Maundy Thursday service visit

Perhaps I’m just grouchy or it’s a side-effect of not going to church very much any more, but I don’t have much patience for mainline Protestant worship. The Maundy Thursday service I attended tonight wasn’t bad as such, but could have been made much better by few changes. So I make these recommendations with love and hopefulness.

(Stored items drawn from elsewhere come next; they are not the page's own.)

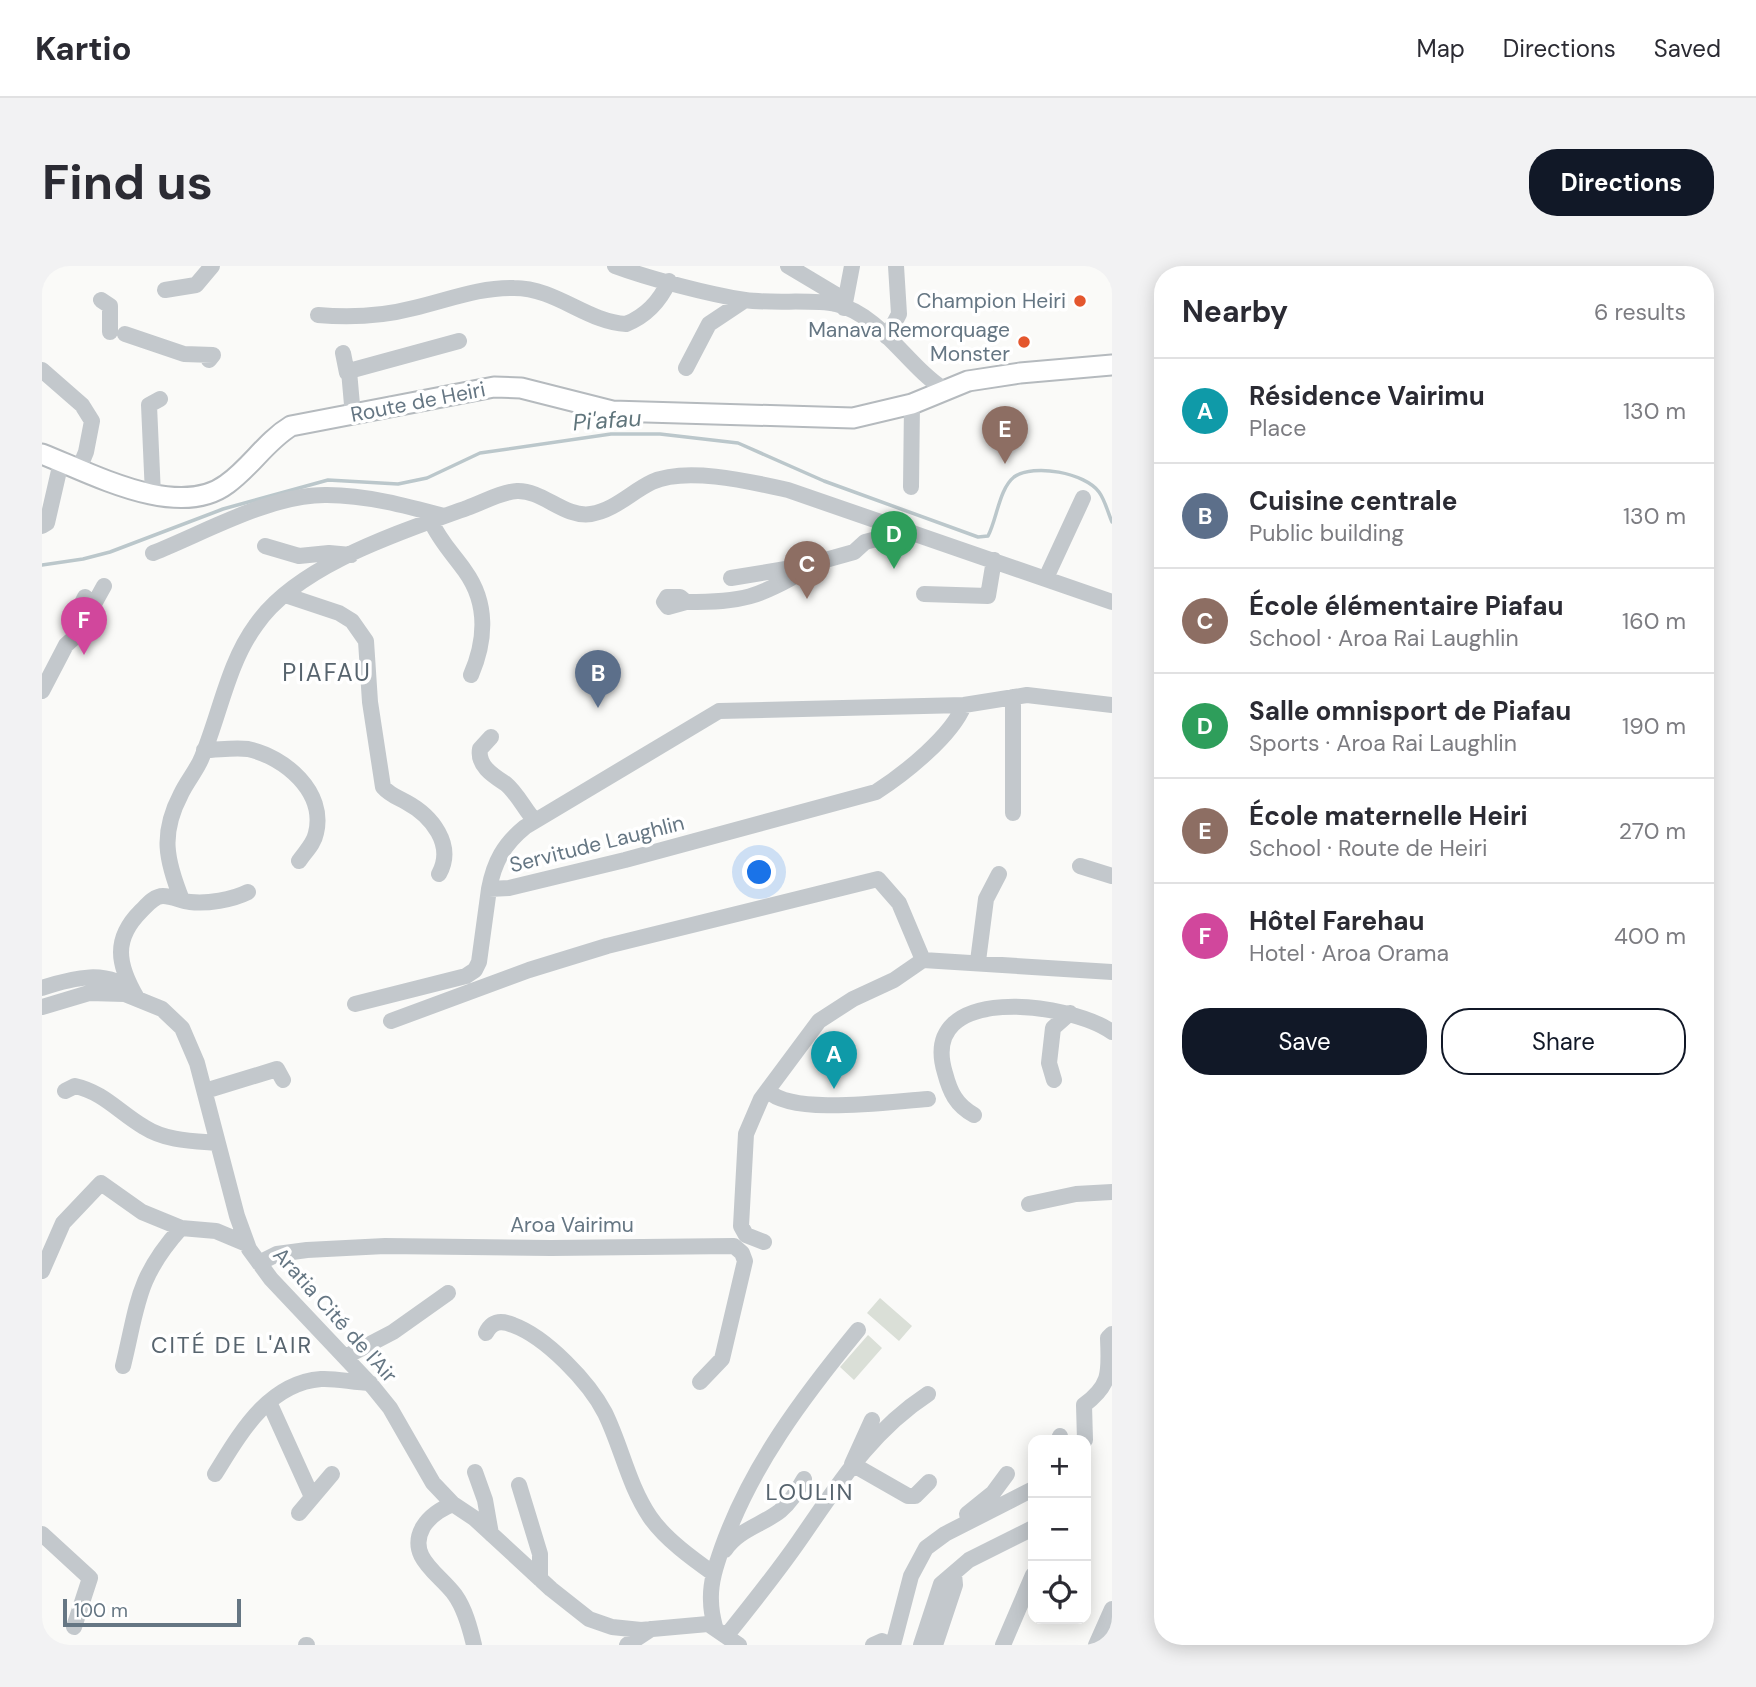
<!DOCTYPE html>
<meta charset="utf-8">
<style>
body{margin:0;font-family:"DM Sans",sans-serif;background:#f2f2f3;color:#2b2b33}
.controls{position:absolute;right:21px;bottom:21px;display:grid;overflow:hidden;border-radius:14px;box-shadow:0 4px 18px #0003}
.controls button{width:63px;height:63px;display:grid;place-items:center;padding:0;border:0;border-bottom:2px solid #e1e1e2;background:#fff;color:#2b2b33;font:35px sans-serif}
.scale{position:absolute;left:21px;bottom:18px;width:178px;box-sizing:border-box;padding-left:7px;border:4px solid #657683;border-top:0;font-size:19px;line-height:24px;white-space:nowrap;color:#657683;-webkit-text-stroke:5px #fff;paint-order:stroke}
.you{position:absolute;left:718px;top:607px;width:24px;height:24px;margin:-18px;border:5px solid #fff;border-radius:50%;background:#1a73e8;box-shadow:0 0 0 10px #1a73e833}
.badge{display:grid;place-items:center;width:46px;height:46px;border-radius:50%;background:#111827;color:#fff;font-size:23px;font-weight:700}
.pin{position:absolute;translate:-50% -58px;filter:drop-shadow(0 2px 4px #0008)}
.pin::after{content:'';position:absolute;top:37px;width:24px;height:21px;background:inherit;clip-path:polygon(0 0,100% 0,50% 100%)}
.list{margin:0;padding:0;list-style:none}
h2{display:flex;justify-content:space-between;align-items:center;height:91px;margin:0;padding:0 28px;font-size:30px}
h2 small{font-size:23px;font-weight:400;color:#7c7c81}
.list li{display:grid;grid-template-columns:46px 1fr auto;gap:21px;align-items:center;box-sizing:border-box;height:105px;padding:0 28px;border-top:2px solid #e1e1e2}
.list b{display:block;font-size:26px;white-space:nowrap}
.list p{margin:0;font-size:23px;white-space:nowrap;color:#7c7c81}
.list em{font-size:23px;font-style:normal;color:#7c7c81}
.actions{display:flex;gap:14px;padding:21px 28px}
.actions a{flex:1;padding:16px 0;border:2px solid #111827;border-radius:28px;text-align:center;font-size:24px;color:#111827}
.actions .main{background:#111827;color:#fff}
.icon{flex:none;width:38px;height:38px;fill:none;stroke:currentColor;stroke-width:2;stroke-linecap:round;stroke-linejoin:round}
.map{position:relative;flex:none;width:1070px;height:1379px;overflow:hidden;border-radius:28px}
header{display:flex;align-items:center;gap:42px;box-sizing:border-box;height:98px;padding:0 35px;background:#fff;border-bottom:2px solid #e1e1e2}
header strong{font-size:33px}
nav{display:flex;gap:38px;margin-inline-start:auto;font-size:24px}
.intro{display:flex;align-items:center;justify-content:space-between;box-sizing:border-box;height:168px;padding:0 42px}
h1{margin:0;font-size:49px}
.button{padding:18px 32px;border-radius:28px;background:#111827;color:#fff;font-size:24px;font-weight:700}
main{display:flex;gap:42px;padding:0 42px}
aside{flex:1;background:#fff;border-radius:28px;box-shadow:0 4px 18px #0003}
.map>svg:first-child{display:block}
</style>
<header>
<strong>Kartio</strong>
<nav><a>Map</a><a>Directions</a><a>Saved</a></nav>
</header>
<div class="intro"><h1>Find us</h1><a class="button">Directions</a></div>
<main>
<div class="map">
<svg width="1070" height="1379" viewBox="0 0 1070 1379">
<rect width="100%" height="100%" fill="#fafaf8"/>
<path fill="#dadfd7" d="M838,1032L870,1060L857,1075L825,1047Z
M826,1069L840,1082L812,1114L798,1101Z"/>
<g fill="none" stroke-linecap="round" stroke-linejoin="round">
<path stroke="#bbc7cb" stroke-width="3.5" d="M0,299L41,293L68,286L181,243L286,214L356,218L385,212L438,187L569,168H618L696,177L782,215L936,271L946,270C955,253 957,223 972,211C992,197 1043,207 1057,226C1063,234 1066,247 1070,256"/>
<g stroke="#b5babe" stroke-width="23">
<path id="major" d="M0,188C49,207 136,255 185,218C209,201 224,175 249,160L452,121L479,122L570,145L811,152L870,138L926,115L978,107L1070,99"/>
</g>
<path stroke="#c3c8cc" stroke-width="16" d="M573,0C608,13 666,28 703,34C729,38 771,33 794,38C839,49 866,101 903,124
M746,0L793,28V38
M123,24L154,19L170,0
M59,34L68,40V66
M802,42L810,0
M276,49C308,52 341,50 372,42C406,34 438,21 472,22C514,22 545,56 584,58C604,50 618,35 627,15
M83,68L142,88L171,89L167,94
M845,71L857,48L854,0
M301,87L305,107
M644,102L667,58L703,34
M0,104L40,139L50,155L44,186L37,203
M311,150L307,105L417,75
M869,221L870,138
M111,229L107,139L118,133
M389,255C397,274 411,288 423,305C446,337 444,374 429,409
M0,260L5,257L19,196
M223,280L257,290L287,287L309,289
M111,287C162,267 229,228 285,229C324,229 365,240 402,250
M689,312L762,300L812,286L823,276L861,266
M1004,312L1041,232
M882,328L946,330L952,294
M243,329L297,347L310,355L324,375L328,436L341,521C348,529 355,531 364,536C390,550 413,579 397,608
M625,331H638L644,336L626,341L622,336Z
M644,336C702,336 715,332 765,303
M29,360L43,331
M0,425L24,379L35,369L62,320
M971,431V547
M922,439C910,470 862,508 834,526L583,594L467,622L447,623C452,596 462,578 483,561L677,445L922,439L985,429L1070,439
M449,471L438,483C435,500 452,510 464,518C475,527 483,544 493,555
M162,484C176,484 192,481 206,483C243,491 284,526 274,567C272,578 263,586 257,595
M1038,600L1070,610
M140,634C124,594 118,568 139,528C145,515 155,504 160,491C178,448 186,397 214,359C255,299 359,266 425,242C440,237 458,226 475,225C501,224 522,252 549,248C573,244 589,226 610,216C644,200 710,216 746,224L1070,336
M881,694L1070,706
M936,695L944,633L957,608
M0,722C30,712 67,702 91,727
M95,732C75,698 71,673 99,645C105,639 112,630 121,630C130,630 139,635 148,636C165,638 190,634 206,626
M313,738L424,710L433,704L437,696L447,623
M0,741L47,727L83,728L120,743L140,762L155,797L195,950L207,983L229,1013L331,1121L348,1142L391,1217L411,1238L432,1252L509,1323L547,1353L570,1361L599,1364L666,1358L697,1379
M349,755L487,704L565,680L836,613L857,637L881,694
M1012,814L1007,797L1011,762L1028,747
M23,825L33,820C61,826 78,847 102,861C124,875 150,875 176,877
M163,825L235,803L241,814
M726,825C751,850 851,835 886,833
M932,849C914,839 908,826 903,807C875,716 1028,736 1070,766
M987,938L1034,928L1070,926
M722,976L704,969L699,960L704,868L719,833L777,755L811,733L852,714L881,694
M217,997L235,988L265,984L343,980L509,982L692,980L700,987L703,995L680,1093L658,1116
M0,1005L21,957L59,917L100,946L139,962L174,965L205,978
M444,1067C450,1055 459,1054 471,1059C504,1071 547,1116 563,1147C580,1182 586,1218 608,1251C623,1273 651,1293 672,1308
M305,1090L351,1066L406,1027
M81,1100C96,1039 94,1012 139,962
M227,1136L270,1231
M830,1154L810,1198L866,1230H873L887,1216
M1017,1174L1018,1170
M1043,1174L1042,1139C1070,1118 1067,1105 1066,1072L1070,1068
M433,1206L443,1234L449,1268
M173,1208C198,1168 226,1117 279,1113C295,1112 312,1117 328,1117
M477,1219L498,1288V1313
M411,1238C398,1243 388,1250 381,1261C364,1291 398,1308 413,1329C423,1343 428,1362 432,1379
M257,1247L290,1208
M925,1248L951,1227L965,1208
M0,1268L48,1312L32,1361
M683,1284C696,1264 720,1259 738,1245C749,1236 755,1225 762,1213
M673,1361C671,1353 669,1344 669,1335C668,1317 674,1299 680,1282C709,1200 761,1131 816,1064
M685,1369C710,1338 734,1308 757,1275C796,1219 828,1166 886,1128
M264,1379H265
M585,1379L609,1363
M831,1379L840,1375L849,1379
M851,1379L869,1310L884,1282L903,1268L991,1223
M879,1379L899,1318L927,1294L991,1262
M893,1379L913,1319L912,1308
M961,1379L991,1309
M1054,1379L1070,1343"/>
<use href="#major" stroke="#fff" stroke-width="19"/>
</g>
<g fill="#e4572e" stroke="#fff" stroke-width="2.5">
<circle cx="1038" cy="35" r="7"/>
<circle cx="982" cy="76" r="7"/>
</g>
<g text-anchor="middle" stroke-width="7" stroke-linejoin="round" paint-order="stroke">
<g font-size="21" fill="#657683" stroke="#fff" text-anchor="end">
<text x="1024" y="42">Champion Heiri</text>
<text x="968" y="71">Manava Remorquage<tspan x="968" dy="24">Monster</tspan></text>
</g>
<g font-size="21" fill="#657683" stroke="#fff">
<text transform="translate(376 136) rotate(-11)" y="7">Route de Heiri</text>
<text transform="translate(555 578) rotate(-14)" y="7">Servitude Laughlin</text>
<text x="530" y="966">Aroa Vairimu</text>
<text transform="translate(293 1049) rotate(48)" y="7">Aratia Cité de l'Air</text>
</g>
<g font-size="23" font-style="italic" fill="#60757c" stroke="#fff">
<text transform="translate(565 154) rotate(-4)" y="8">Pi'afau</text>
</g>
<g font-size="23" letter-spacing="2" fill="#57646e" stroke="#fff">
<text x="190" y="1087">CITÉ DE L'AIR</text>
<text x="768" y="1234">LOULIN</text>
</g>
<g font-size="24" letter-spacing="2" fill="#57646e" stroke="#fff">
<text x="285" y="415">PIAFAU</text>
</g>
</g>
</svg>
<div class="controls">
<button>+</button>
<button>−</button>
<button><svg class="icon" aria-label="locate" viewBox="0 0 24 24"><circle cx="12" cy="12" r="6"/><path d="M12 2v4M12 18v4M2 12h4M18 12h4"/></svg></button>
</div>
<div class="scale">100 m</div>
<div class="you"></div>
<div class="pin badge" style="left:792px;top:823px;background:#0f9aa8">A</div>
<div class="pin badge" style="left:556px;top:442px;background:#5c6f8a">B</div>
<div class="pin badge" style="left:765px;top:333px;background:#8d6e63">C</div>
<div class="pin badge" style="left:852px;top:303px;background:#2e9e5b">D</div>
<div class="pin badge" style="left:963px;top:198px;background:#8d6e63">E</div>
<div class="pin badge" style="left:42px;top:389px;background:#d1479c">F</div>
</div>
<aside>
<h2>Nearby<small>6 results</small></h2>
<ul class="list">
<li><span class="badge" style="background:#0f9aa8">A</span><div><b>Résidence Vairimu</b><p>Place</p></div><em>130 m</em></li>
<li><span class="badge" style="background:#5c6f8a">B</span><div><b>Cuisine centrale</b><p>Public building</p></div><em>130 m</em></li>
<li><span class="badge" style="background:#8d6e63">C</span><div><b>École élémentaire Piafau</b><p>School · Aroa Rai Laughlin</p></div><em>160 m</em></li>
<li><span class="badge" style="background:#2e9e5b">D</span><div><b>Salle omnisport de Piafau</b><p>Sports · Aroa Rai Laughlin</p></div><em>190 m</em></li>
<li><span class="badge" style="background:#8d6e63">E</span><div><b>École maternelle Heiri</b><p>School · Route de Heiri</p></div><em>270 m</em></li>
<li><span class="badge" style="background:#d1479c">F</span><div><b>Hôtel Farehau</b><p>Hotel · Aroa Orama</p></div><em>400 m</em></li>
</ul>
<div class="actions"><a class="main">Save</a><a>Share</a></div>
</aside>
</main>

  1. Pass-along intinction just seems to be the most unhygienic communion practice possible, especially if you follow a bunch of sniffly kids (like I did) and all you have to protect you is grape juice (as I did). I’m becoming more sympathetic to churches that use small individual cups.
  2. I’m not a great fan of pita bread for communion, yet it’s hardly an article of faith. But it ought not to be obviously thawed from long freezer storage.
  3. Services should be amplified, and if amplified then amplified consistently. A hand-held mic is not always your friend. A lavaliere mic might be used instead.
  4. This service had five officiants but no ushers, despite the need for the congregation to move from their seats and assume a formation round the table. Ushers would have helped, and as a guest would have felt more confident. Which brings me to . . .
  5. While “welcome” was a focus of the service (and this is laudable) the printed order of service was peppered with gaps and half cues that could only have been filled from memory.
  6. If you darken the church for Maundy Thursday, rely less on the printed order of worship!

By Scott Wells

Scott Wells, 46, is a Universalist Christian minister doing Universalist theology and church administration hacks in Washington, D.C.

3 comments

  1. If it is where I think I was, then it is where you would probably have found me. However, I am doing my internship now so I am found in a different church. (But I was actually quite sick that evening and was at home.)